Multi-Cluster, Multi-Cloud Networking (MCN) for Kubernetes with F5 Distributed Cloud (~15min)

Applications are part of our daily live. Indeed, it is part of our daily necessity. We use apps for digital wallet, check weather, navigation, online shopping and so on. We interact with it every mins or perhaps seconds. Application itself also transforming and evolving – from simple, static apps to complex, highly interactive over time. With the proliferation of various application framework, cloud and edge computing, distributed apps, microservices and so on, IT and application complexity has built up over time. This complexity has become an operational burden and essential threat to business success.  According to F5’s State of Application Strategy 2022 (https://www.f5.com/state-of-application-strategy-report), the application landscape keeps changing and most organization manage 200-1,000 apps and 26% of app security and delivery technologies are distributed and deployed at the edge for efficiency outcomes.

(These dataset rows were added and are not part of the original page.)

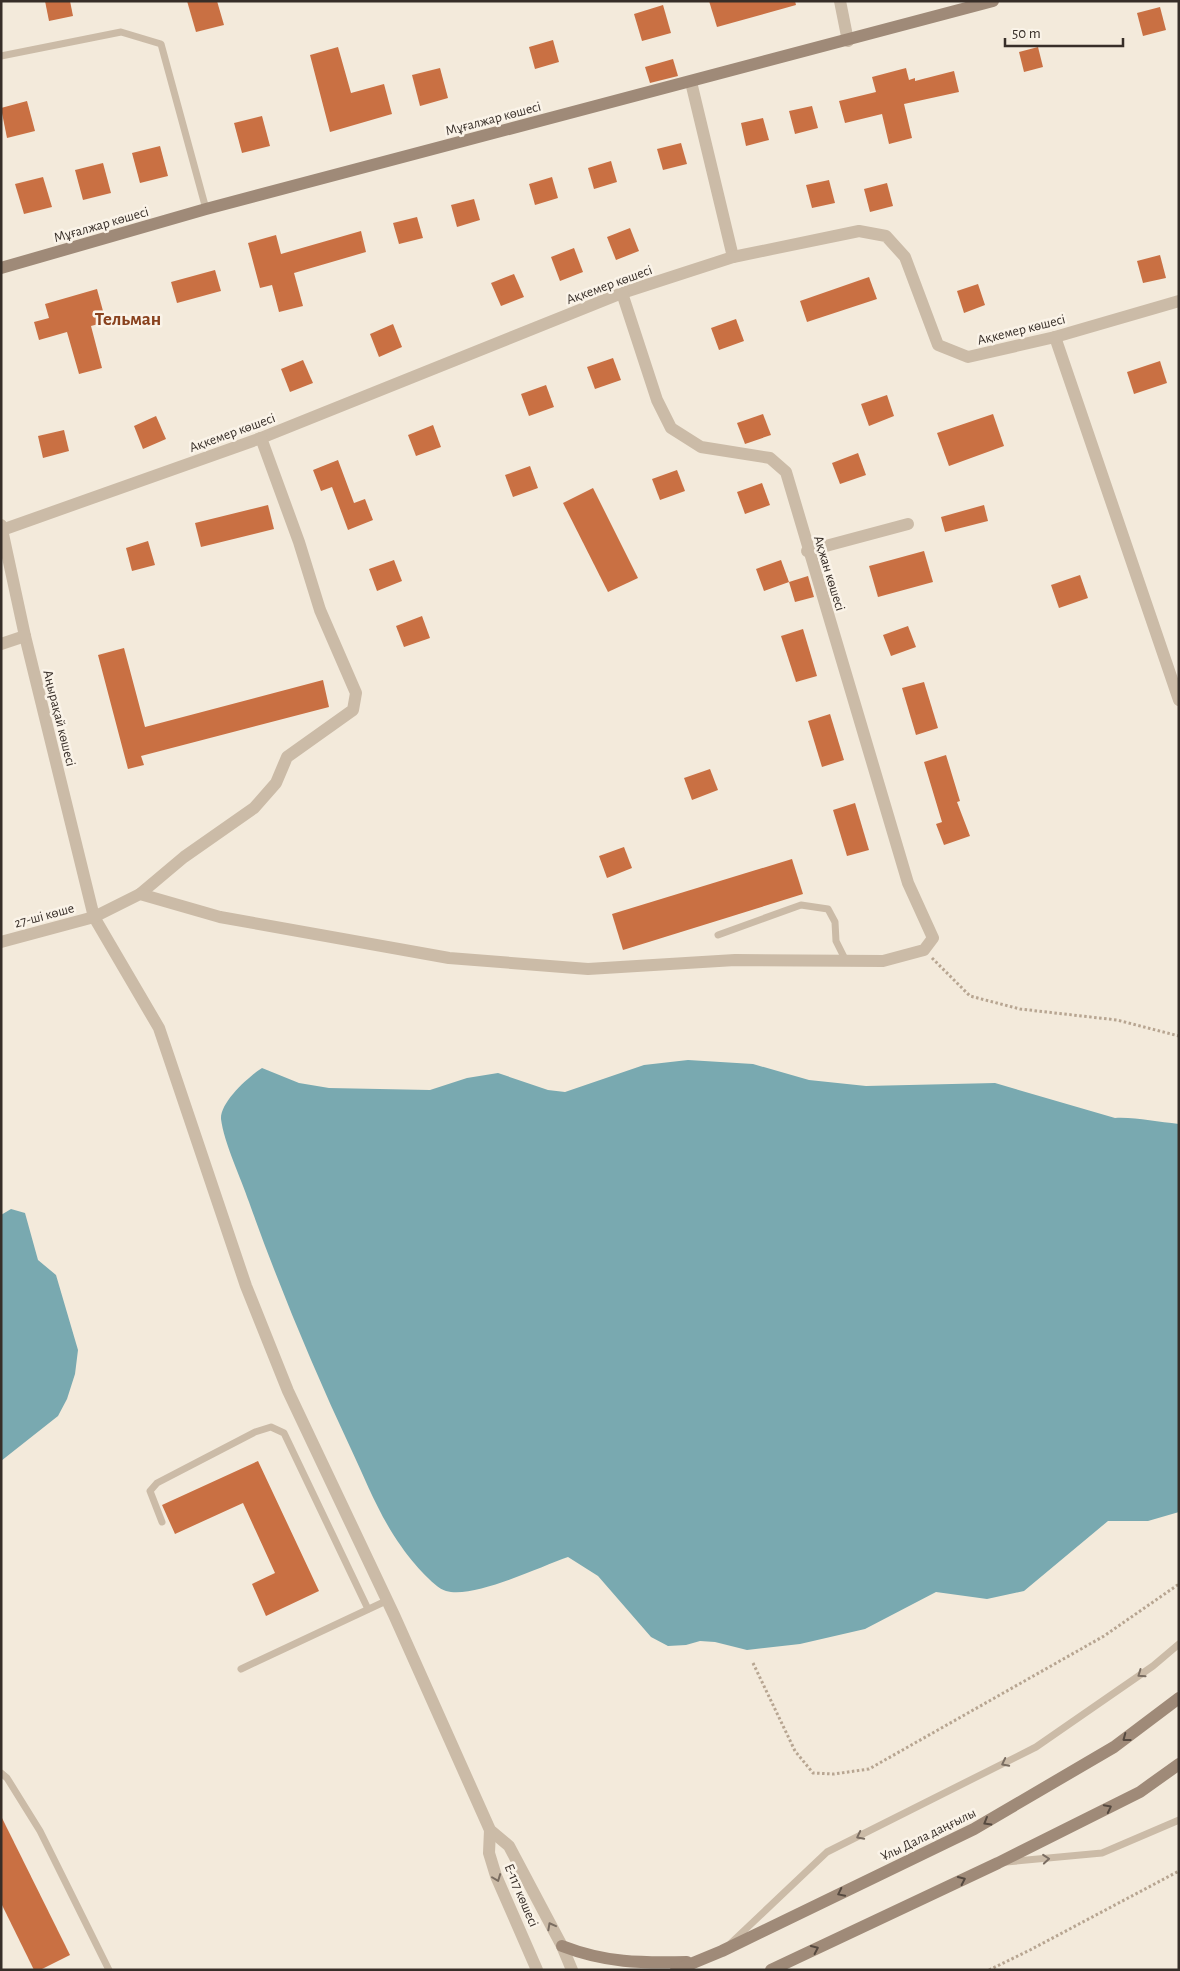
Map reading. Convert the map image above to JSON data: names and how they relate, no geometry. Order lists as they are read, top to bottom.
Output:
{
  "streets": {
    "main road": ["Мұғалжар көшесі", "Ұлы Дала даңғылы"],
    "street": [
      "Ақкемер көшесі",
      "Ақжан көшесі",
      "Аңырақай көшесі",
      "27-ші көше",
      "Е-117 көшесі"
    ]
  },
  "crossings": [
    ["Ақкемер көшесі", "Ақжан көшесі"],
    ["Ақкемер көшесі", "Аңырақай көшесі"],
    ["Ақкемер көшесі", "27-ші көше"],
    ["Аңырақай көшесі", "27-ші көше"],
    ["Аңырақай көшесі", "Е-117 көшесі"]
  ],
  "districts": ["Тельман"],
  "scale_bar": "50 m"
}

Organization applications are constantly being transformed from traditional monolithic to modern microservices applications. Kubernetes platform such as F5 Distributed Cloud (F5 XC) AppStack, OpenShift Container Platform (OCP), EKS, AKS, GKE and etc is one of the key enabler for modern microservices application, which itself an important component of organization digital transformation strategy.

 

In this two-part architecture pattern document, I will share on how F5 XC with Secure Application Mesh Fabric essentially helps to simplify connectivity and security for your modern microservices applications.

Overview

“Any architect will know that a solid foundation is crucial to any building. Once the foundations are laid, necessary supports are put in place and permitting the rest of the structure to be built”. Success depends on a solid foundation. It is true as well for multi-cluster, multi-cloud/site networking for Kubernetes (K8S). Solid architecture pattern – “The Foundations”, are paramount for the success. An architecture pattern that fit for purpose, simple to consume, repeatable, secure and easy to operate that meet business and consumer requirements are important. Hence, the following architecture patterns for multi-cluster, multi-cloud/site networking for K8S will be described and explained.

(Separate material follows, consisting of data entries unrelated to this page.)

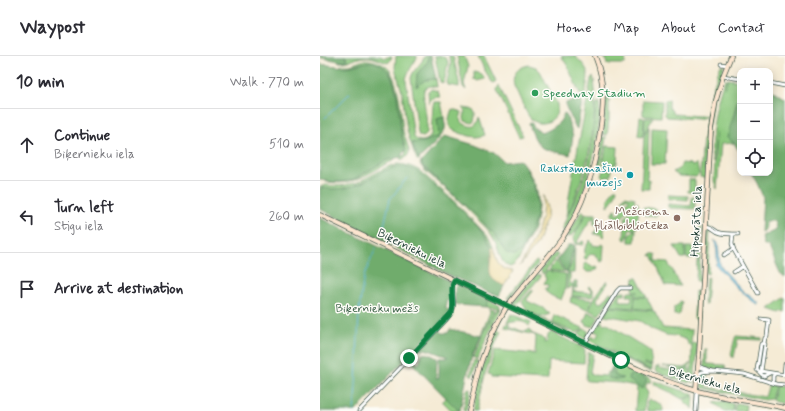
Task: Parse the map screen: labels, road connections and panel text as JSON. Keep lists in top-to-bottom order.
{
  "streets": {
    "main road": ["Hipokrāta iela", "Biķernieku iela"]
  },
  "crossings": [
    ["Hipokrāta iela", "Biķernieku iela"]
  ],
  "parks": ["Biķernieku mežs"],
  "places": ["Speedway Stadium", "Rakstāmmašīnu muzejs", "Mežciema filiālbibliotēka"],
  "page": {
    "header": "Waypost",
    "nav": [
      "Home",
      "Map",
      "About",
      "Contact"
    ],
    "heading": ["10 min", "Walk · 770 m"],
    "map_buttons": ["+", "−"],
    "list": [
      ["Continue", "Biķernieku iela", "510 m"],
      ["Turn left", "Stigu iela", "260 m"],
      "Arrive at destination"
    ]
  }
}
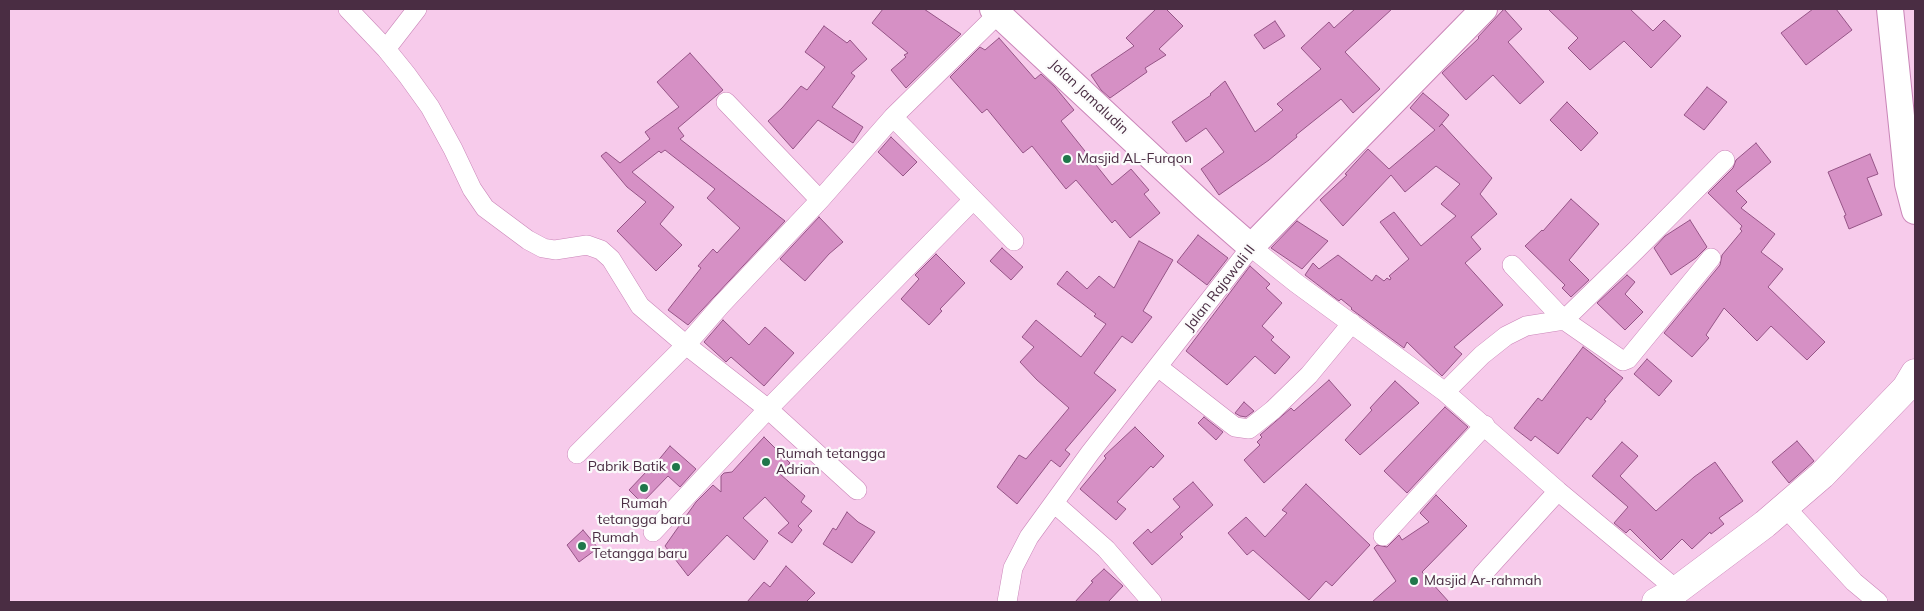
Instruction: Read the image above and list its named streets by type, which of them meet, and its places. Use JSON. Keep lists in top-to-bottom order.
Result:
{
  "streets": {
    "street": ["Jalan Jamaludin", "Jalan Rajawali II"]
  },
  "crossings": [
    ["Jalan Jamaludin", "Jalan Rajawali II"]
  ],
  "places": [
    "Masjid AL-Furqon",
    "Rumah tetangga Adrian",
    "Pabrik Batik",
    "Rumah tetangga baru",
    "Rumah Tetangga baru",
    "Masjid Ar-rahmah"
  ]
}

Please do notes that this document is not about multi-cluster Kubernetes architecture design which commonly refer to single K8S cluster with single K8S control plane with distributed multiple worker nodes. This document related to multi-cluster K8S networking use cases (cluster to cluster) where each individual apps/pods distributed across multiple K8S cluster with each individual K8S control plane linked up or connected to form an application mesh network.

It is also important to acknowledge that generally it is a good practice to avoid “over-engineered” the entire solution that potentially may increases the complexities and Total Cost of Ownership (TCO). Hence, this pattern document may also be use as the baseline foundation for future additional use cases.

Why organization have multiple independent K8S cluster that distributed across many locations or networks?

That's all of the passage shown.